::: EXERCISE MATERIALS :::

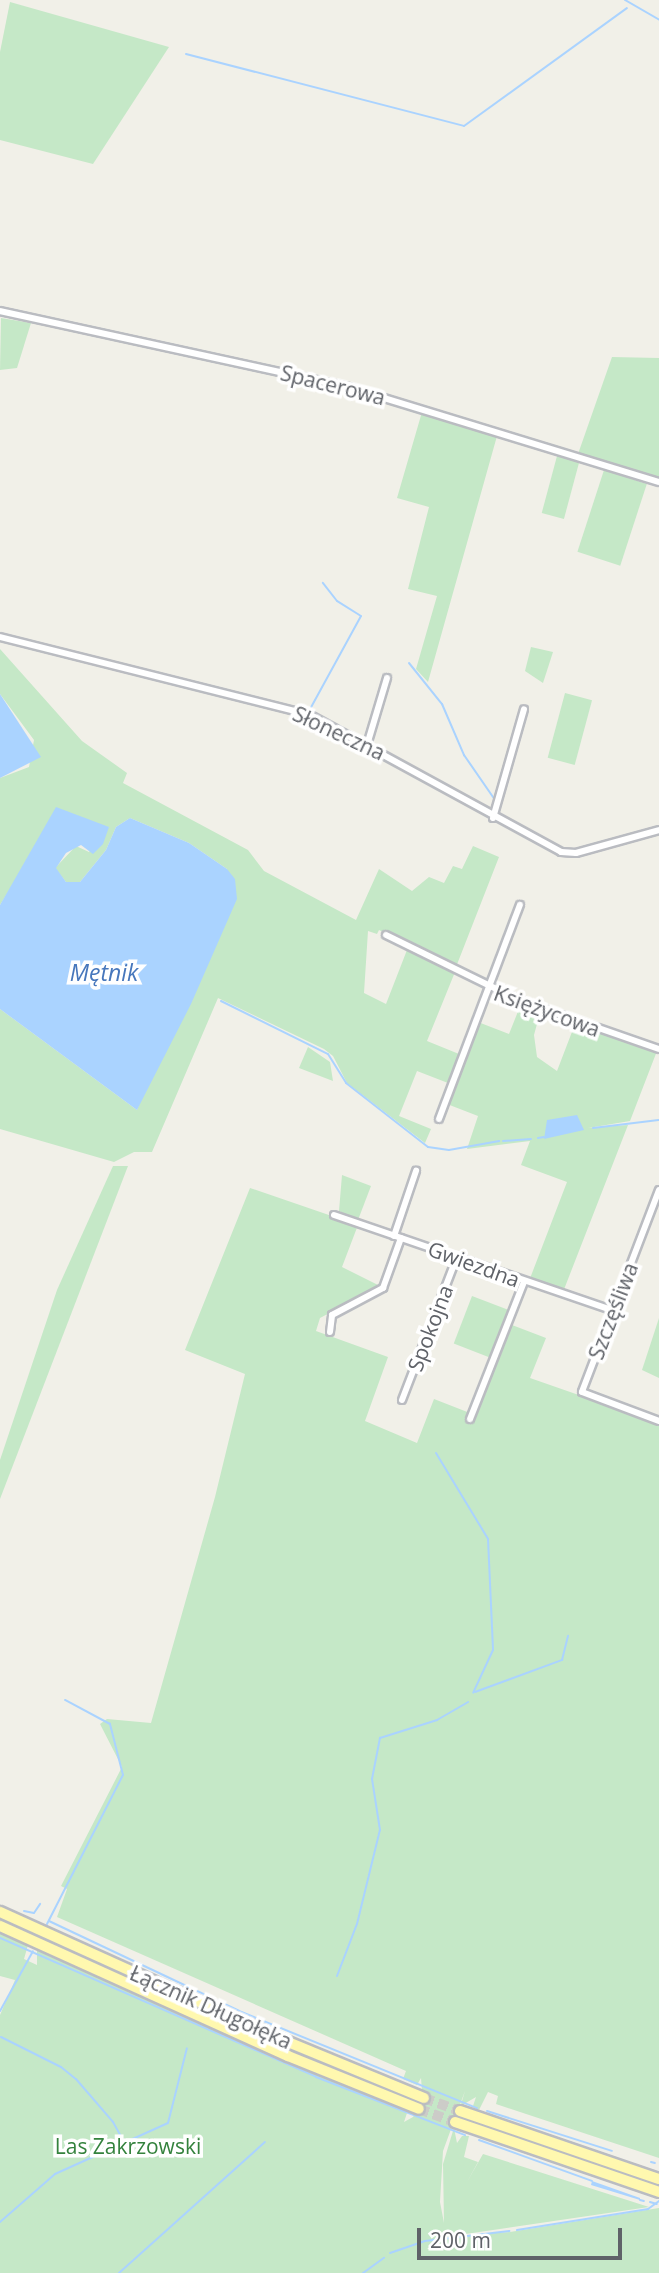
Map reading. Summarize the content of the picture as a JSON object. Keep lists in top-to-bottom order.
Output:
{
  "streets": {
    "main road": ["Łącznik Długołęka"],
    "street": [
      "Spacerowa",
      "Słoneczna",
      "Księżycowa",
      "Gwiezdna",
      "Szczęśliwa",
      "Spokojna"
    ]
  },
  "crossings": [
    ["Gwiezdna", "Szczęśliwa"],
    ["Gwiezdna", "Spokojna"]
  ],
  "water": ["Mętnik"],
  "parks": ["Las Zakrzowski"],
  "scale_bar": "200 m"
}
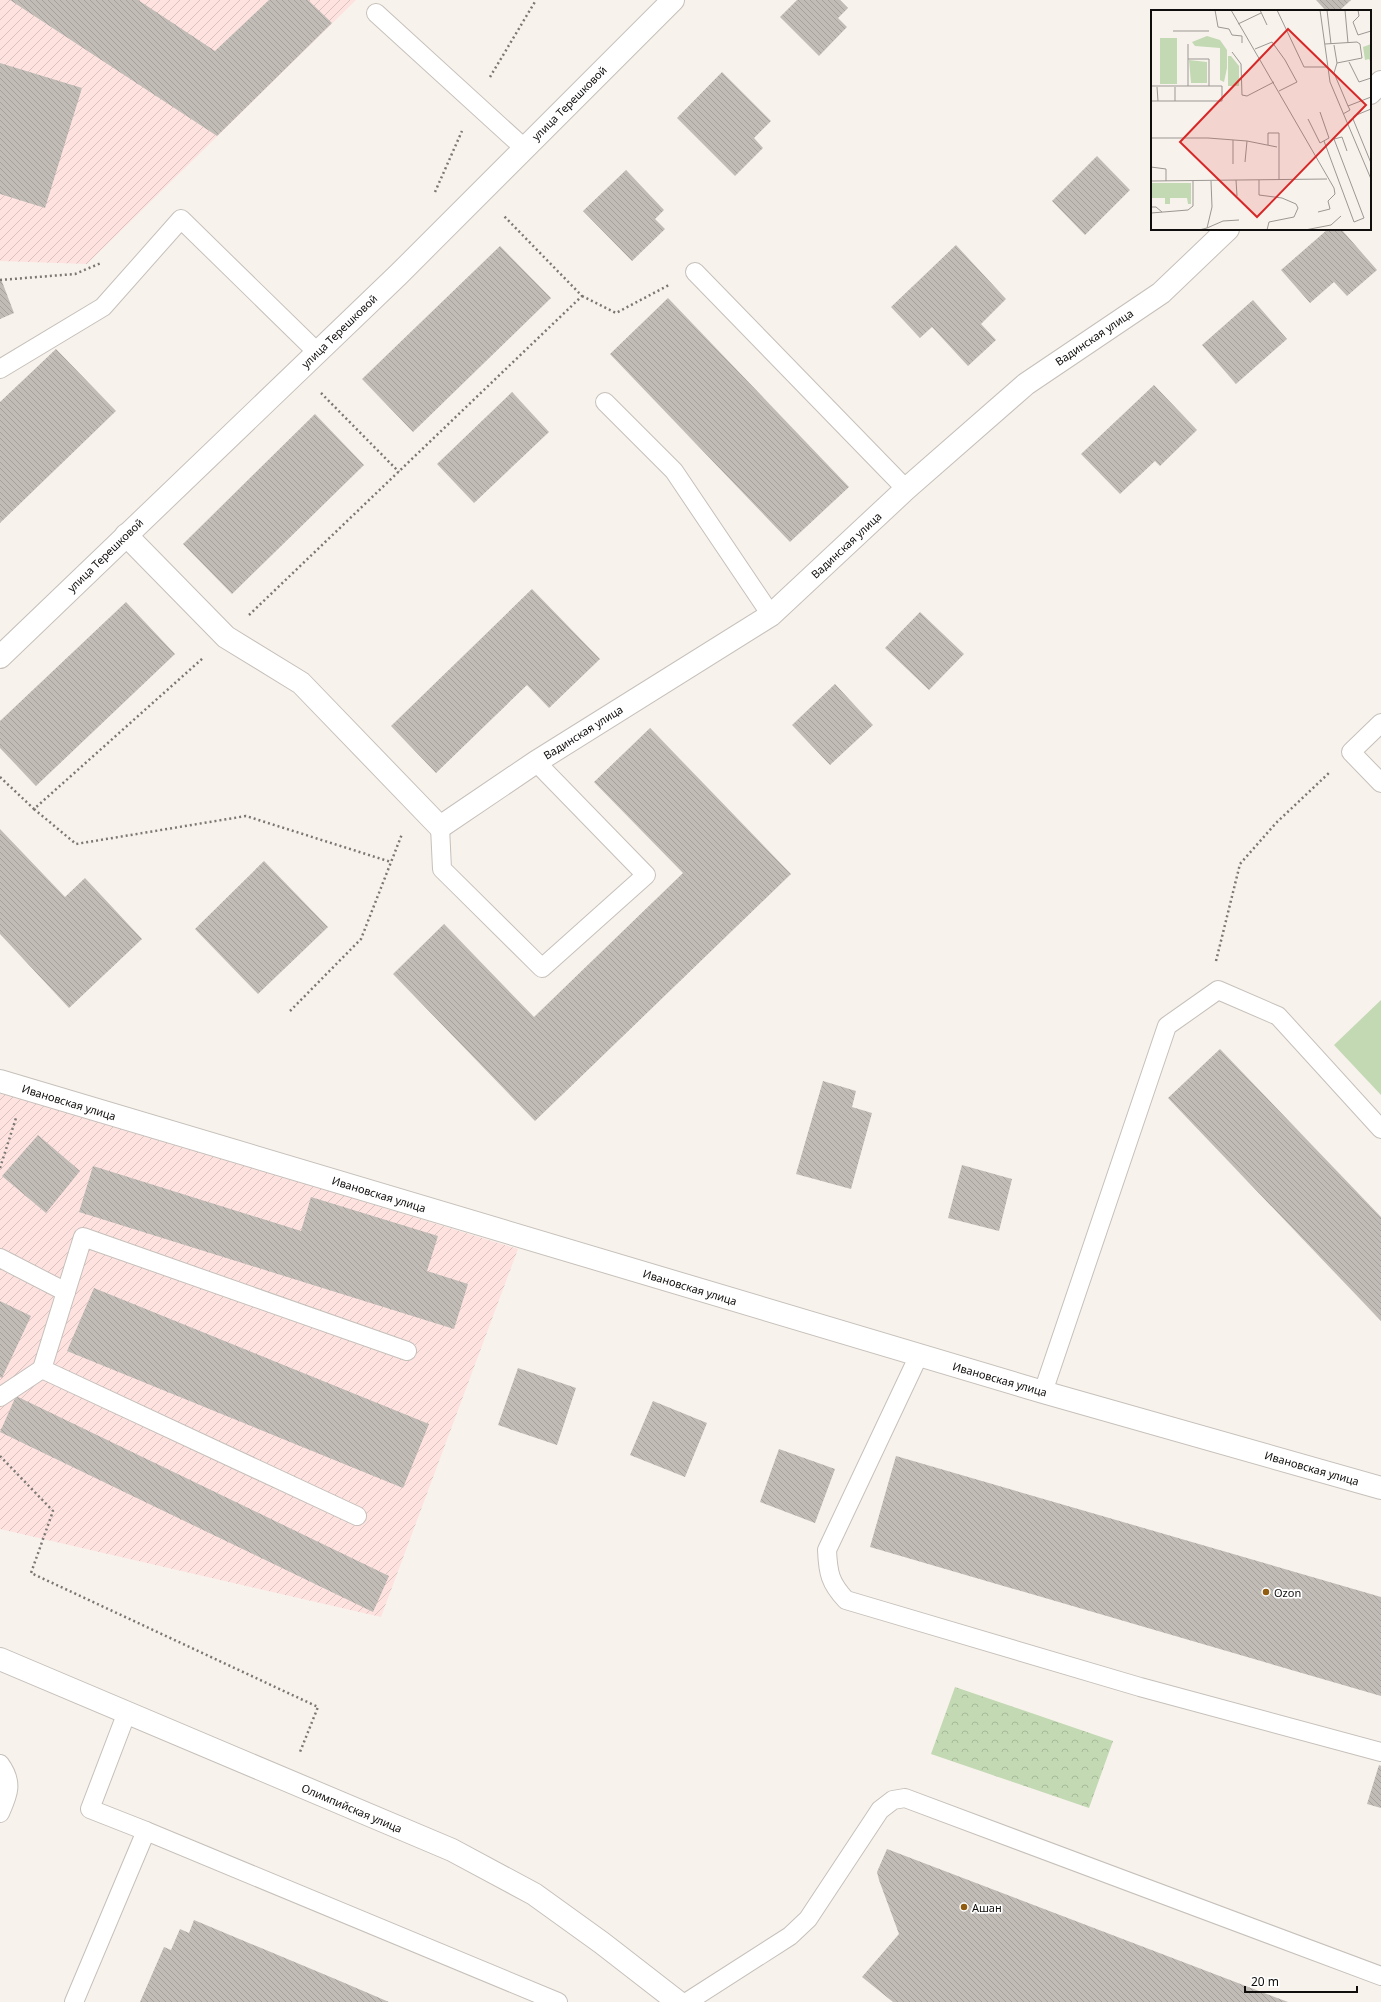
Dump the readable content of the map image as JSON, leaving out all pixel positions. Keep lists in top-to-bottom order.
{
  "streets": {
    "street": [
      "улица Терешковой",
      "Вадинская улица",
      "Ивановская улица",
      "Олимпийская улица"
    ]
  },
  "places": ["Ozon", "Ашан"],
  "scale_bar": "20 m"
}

:::

- **TASK DETAILS**:
Restate the entries above word for word, keeping pictures out of the copy.

- **PROBLEM SOLUTION**:
Map reading. Summarize the content of the picture as a JSON object. Keep lists in top-to-bottom order.
Output:
{
  "streets": {
    "main road": ["Łącznik Długołęka"],
    "street": [
      "Spacerowa",
      "Słoneczna",
      "Księżycowa",
      "Gwiezdna",
      "Szczęśliwa",
      "Spokojna"
    ]
  },
  "crossings": [
    ["Gwiezdna", "Szczęśliwa"],
    ["Gwiezdna", "Spokojna"]
  ],
  "water": ["Mętnik"],
  "parks": ["Las Zakrzowski"],
  "scale_bar": "200 m"
}
Dump the readable content of the map image as JSON, leaving out all pixel positions. Keep lists in top-to-bottom order.
{
  "streets": {
    "street": [
      "улица Терешковой",
      "Вадинская улица",
      "Ивановская улица",
      "Олимпийская улица"
    ]
  },
  "places": ["Ozon", "Ашан"],
  "scale_bar": "20 m"
}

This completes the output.